Gros plan sur Priscilla González (DWU – USA)

« Je peux te tuer, personne ne le saura »

Depuis ce 29 novembre, les travailleuses domestiques de l’Etat de New York ont enfin des droits reconnus, suite à l’adoption d’une nouvelle loi qui les protège spécifiquement. Cette victoire, une première sur le territoire des Etats Unis, est l’aboutissement d’un long combat mené notamment par Domestic Workers United (DWU), un mouvement regroupant plus de 4.000 travailleuses domestiques. Priscilla González, directrice de DWU, fait le point sur cette avancée.

Combien de travailleuses domestiques y a-t-il à New York ?

Les estimations sont de plus de 200.000 travailleuses domestiques dans la région métropolitaine de New-York, et de plus de 2,5 millions à travers les Etats-Unis. Ce sont des estimations très vagues, nous pensons qu’il y en a beaucoup plus car la demande pour ce type de services continue de croître. Nous constatons un développement considérable de ce secteur dans les villes importantes comme New York, où il existe une grande inégalité sociale et économique.

Toutes ces travailleuses sont-elles en situation de séjour régulier ?

Nous n’avons pas de données sur le statut des travailleuses domestiques car la législation du travail s’applique à chacun aux Etats-Unis, qu’il soit en situation régulière ou pas. Mais cette législation a toujours discriminé les travailleuses domestiques, quel que soit leur statut. Cette injustice flagrante ne commence à être rectifiée que depuis l’adoption de la nouvelle loi dans l’Etat de New York.

Peut-on considérer Domestic Workers United comme un syndicat ?

Aux Etats-Unis, les travailleuses domestiques n’ont pas le droit de se syndicaliser car elles sont explicitement exclues de la loi sur les relations de travail qui garantit à la plupart des autres travailleurs les droits de se syndicaliser et de négocier collectivement.

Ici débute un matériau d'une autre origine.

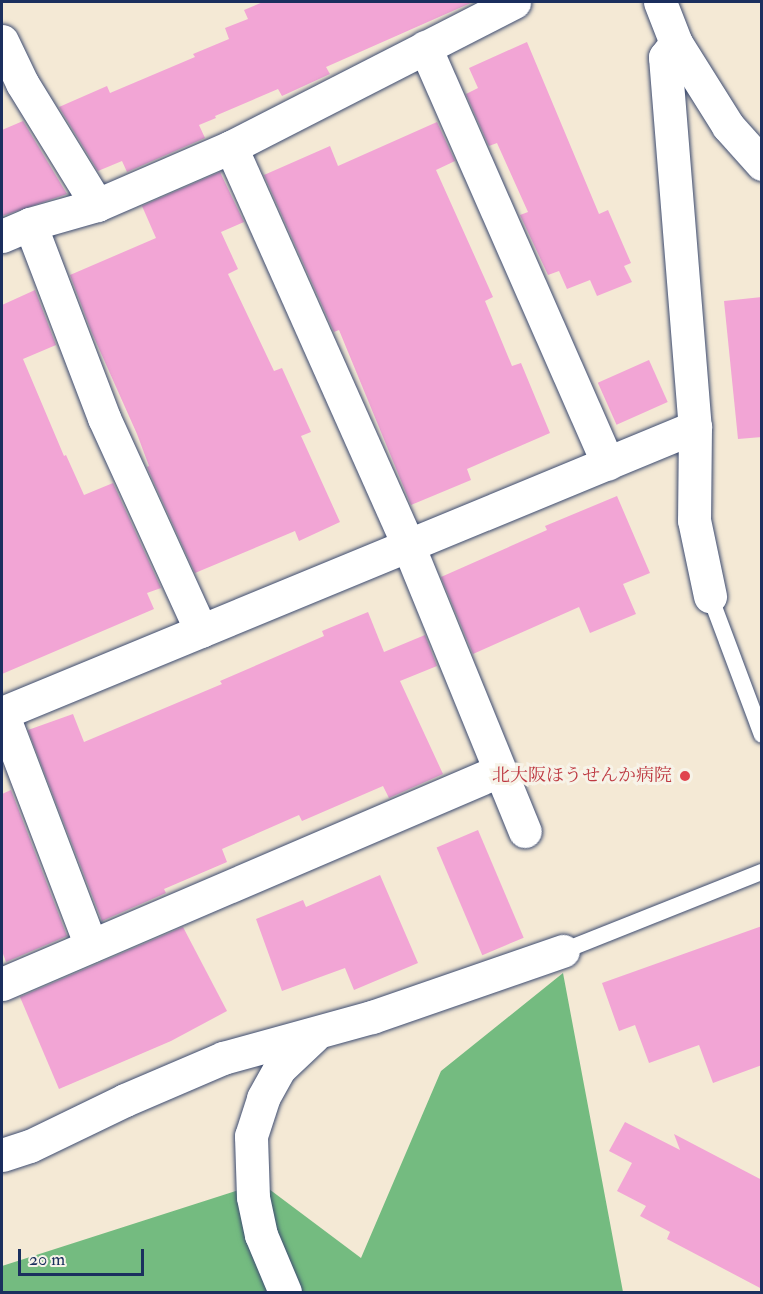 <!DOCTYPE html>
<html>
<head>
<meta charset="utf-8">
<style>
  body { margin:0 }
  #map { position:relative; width:763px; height:1294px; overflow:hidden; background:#f4e9d5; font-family:"IM FELL Double Pica","Noto Serif JP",serif }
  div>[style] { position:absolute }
  .forest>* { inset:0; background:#74bb80 }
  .building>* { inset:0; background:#f2a5d5; transform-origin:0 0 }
  .roads { filter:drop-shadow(0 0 2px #3c4b70) drop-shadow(0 0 2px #3c4b70) }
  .lane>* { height:16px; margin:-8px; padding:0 8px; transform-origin:8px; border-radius:8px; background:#fff }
  .street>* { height:33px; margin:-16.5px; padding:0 16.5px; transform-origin:16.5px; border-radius:16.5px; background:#fff }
  .secondary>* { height:33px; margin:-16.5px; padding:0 16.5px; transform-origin:16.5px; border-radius:16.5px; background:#fff }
  .dots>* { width:16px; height:16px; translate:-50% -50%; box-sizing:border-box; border:3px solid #f7f3e8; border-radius:50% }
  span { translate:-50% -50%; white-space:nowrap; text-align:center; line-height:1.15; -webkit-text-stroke:6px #f7f3e8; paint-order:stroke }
  .health-label { font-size:18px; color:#be3a42 }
  .right { translate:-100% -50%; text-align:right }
  .frame { position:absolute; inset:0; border:3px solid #1b2f5e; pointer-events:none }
  .scale { position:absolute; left:18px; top:1249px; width:126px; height:27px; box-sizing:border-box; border:3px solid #1b2f5e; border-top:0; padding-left:8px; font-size:18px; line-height:21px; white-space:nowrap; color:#1b2f5e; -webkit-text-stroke:4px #f7f3e8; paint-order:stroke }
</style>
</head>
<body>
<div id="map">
  <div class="forest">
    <i style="clip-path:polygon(563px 973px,623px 1292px,2px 1292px,2px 1266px,261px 1183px,361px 1258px,441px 1071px)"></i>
  </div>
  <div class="building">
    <i style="clip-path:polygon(263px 2px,473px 2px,326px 67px,330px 74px,282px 96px,278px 89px,215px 116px,216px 118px,199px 125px,205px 138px,127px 172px,122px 161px,98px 171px,59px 107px,107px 86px,110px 93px,195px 57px,193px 54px,229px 39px,225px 28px,248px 19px,244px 10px)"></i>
    <i style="clip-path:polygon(527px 42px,599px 214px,608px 210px,631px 263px,624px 266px,632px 282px,597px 296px,590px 280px,567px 289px,559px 271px,548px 275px,520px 215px,528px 212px,497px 143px,489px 146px,466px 94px,478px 88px,469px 68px)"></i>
    <i style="clip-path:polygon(23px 121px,67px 194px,2px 216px,2px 130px)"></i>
    <i style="clip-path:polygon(437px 122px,455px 161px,436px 170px,493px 297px,485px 301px,512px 366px,521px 363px,550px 433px,467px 469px,471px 480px,411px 505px,339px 330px,334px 332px,264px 175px,330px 146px,338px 166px)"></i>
    <i style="clip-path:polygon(220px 172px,244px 222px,221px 232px,238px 269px,228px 274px,274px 371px,282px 368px,311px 432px,301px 436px,340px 522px,299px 541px,295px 531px,195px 573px,147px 467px,149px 466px,137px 434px,92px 333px,70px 275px,156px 238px,142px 206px)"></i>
    <i style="clip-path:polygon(35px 290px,56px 345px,23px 359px,64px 456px,66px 455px,84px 495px,113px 483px,161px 588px,147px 593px,154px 609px,2px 674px,2px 305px)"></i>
    <i style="clip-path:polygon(762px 297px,762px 437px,738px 439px,724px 301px)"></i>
    <i style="left:649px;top:360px;width:46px;height:56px;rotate:66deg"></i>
    <i style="clip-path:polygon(617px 496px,650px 573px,623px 584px,636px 614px,590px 633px,579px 607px,473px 654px,441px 577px,547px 530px,545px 526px)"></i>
    <i style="clip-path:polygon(368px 612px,384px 652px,425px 635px,437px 666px,400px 681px,443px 774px,389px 798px,383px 786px,302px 821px,299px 815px,222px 849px,227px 862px,164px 889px,166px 893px,102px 921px,28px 730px,73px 714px,84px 742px,222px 684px,220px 681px,324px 636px,322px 631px)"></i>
    <i style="clip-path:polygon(11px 790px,67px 936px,6px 962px,2px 951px,2px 794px)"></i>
    <i style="left:478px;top:830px;width:117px;height:45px;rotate:67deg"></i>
    <i style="clip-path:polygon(380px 875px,418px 963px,354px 990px,345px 968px,282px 991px,256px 919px,303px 900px,306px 907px)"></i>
    <i style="clip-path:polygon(762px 926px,762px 1065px,713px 1083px,699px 1045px,649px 1063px,635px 1025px,619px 1031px,602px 983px)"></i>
    <i style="clip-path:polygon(183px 927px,227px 1011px,171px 1041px,59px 1089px,20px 997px)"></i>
    <i style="clip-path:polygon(625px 1122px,680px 1150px,674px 1134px,762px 1180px,762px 1289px,667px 1239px,670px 1232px,640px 1216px,646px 1206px,617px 1191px,632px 1163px,609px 1151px)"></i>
  </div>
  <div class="roads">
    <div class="lane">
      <i style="left:710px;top:596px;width:148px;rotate:69.5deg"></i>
      <i style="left:563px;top:951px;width:214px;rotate:-21.7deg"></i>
    </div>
    <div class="street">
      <i style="left:2px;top:41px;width:47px;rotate:64.5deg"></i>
      <i style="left:22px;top:83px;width:143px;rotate:58.4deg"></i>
      <i style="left:676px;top:43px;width:18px;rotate:128deg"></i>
      <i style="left:665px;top:57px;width:371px;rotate:85.4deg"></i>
      <i style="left:695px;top:427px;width:93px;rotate:90.6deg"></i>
      <i style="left:694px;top:520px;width:78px;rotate:78.1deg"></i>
      <i style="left:425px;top:47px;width:455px;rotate:66.3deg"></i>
      <i style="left:231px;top:147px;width:436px;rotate:66deg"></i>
      <i style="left:408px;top:545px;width:309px;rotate:67.8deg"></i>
      <i style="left:30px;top:224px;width:208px;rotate:69.1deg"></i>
      <i style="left:104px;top:418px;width:234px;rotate:65.5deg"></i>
      <i style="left:2px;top:236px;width:30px;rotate:-23deg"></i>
      <i style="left:30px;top:224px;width:70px;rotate:-15.8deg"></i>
      <i style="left:97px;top:205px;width:146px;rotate:-23.4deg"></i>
      <i style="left:231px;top:147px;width:318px;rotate:-27.1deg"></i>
      <i style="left:2px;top:713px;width:750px;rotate:-22.43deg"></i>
      <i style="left:2px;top:713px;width:249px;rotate:69.1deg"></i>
      <i style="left:2px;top:984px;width:541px;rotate:-23.2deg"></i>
      <i style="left:2px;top:1155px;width:29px;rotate:-18deg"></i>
      <i style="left:30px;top:1146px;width:106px;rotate:-25.8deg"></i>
      <i style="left:125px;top:1100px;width:107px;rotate:-23.2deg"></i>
      <i style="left:223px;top:1058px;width:155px;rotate:-15.4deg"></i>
      <i style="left:372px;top:1017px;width:202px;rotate:-19.1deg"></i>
      <i style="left:285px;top:1292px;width:62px;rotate:-112.8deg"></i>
      <i style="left:261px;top:1235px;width:39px;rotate:-102deg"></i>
      <i style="left:253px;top:1197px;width:61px;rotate:-91.9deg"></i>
      <i style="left:251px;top:1136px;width:40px;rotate:-72deg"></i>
      <i style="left:263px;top:1098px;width:33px;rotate:-61deg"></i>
      <i style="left:279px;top:1069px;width:48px;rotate:-43.3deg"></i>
    </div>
    <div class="secondary">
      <i style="left:660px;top:2px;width:44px;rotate:68.7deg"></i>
      <i style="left:676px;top:43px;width:98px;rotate:57.9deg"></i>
      <i style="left:728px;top:126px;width:51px;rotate:48.2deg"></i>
    </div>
  </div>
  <div class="dots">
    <i style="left:685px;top:776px;background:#e0444e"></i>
  </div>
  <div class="health-label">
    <span class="right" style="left:672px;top:776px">北大阪ほうせんか病院</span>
  </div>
  <div class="frame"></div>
  <div class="scale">20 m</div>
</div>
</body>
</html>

La législation ne nous permet donc pas de former un syndicat, mais DWU est très similaire à un syndicat : une organisation gérée par les travailleurs, pour les travailleurs. Si nous le pouvions, nous nous enregistrerions comme syndicat.

Comment expliquer cette exclusion des travailleuses domestiques de la loi sur les relations de travail ?

Il s’agit principalement d’une main-d’œuvre immigrante et de couleur. Or, il existe une dévaluation historique du travail des femmes, notamment des femmes noires. L’histoire du travail domestique dans ce pays remonte à l’esclavage : les femmes africaines esclaves étaient les premières travailleuses domestiques des Etats-Unis. Cette conception de la place et de la valeur du travail domestique n’a jamais été véritablement revue à la hausse.

Le travail ménager est par ailleurs dévalué en fonction du genre. C’est le travail des hommes qui a tendance à être mis en valeur par rapport à celui des femmes. Le travail domestique est effectué dans la sphère privée, et même s’il est rémunéré, il n’est pas respecté du tout. Dans les années 1930, quand les premières lois sur le travail ont commencé à être adoptées aux États-Unis, un lobby très puissant dans le Sud refusait que des Américaines d’origine africaine, principalement des travailleuses domestiques et des travailleuses agricoles, reçoivent la moindre chance de s’affirmer dans la société. A cette époque, le mouvement syndical était prêt à faire cette concession afin d’obtenir d’autres avancées, comme la journée des huit heures et d’autres lois concernant le travail. C’était une concession au bénéfice des plus grandes masses. Cette exclusion a persisté jusqu’à l’adoption de la loi qui entre en vigueur le 29 novembre dans l’Etat de New-York.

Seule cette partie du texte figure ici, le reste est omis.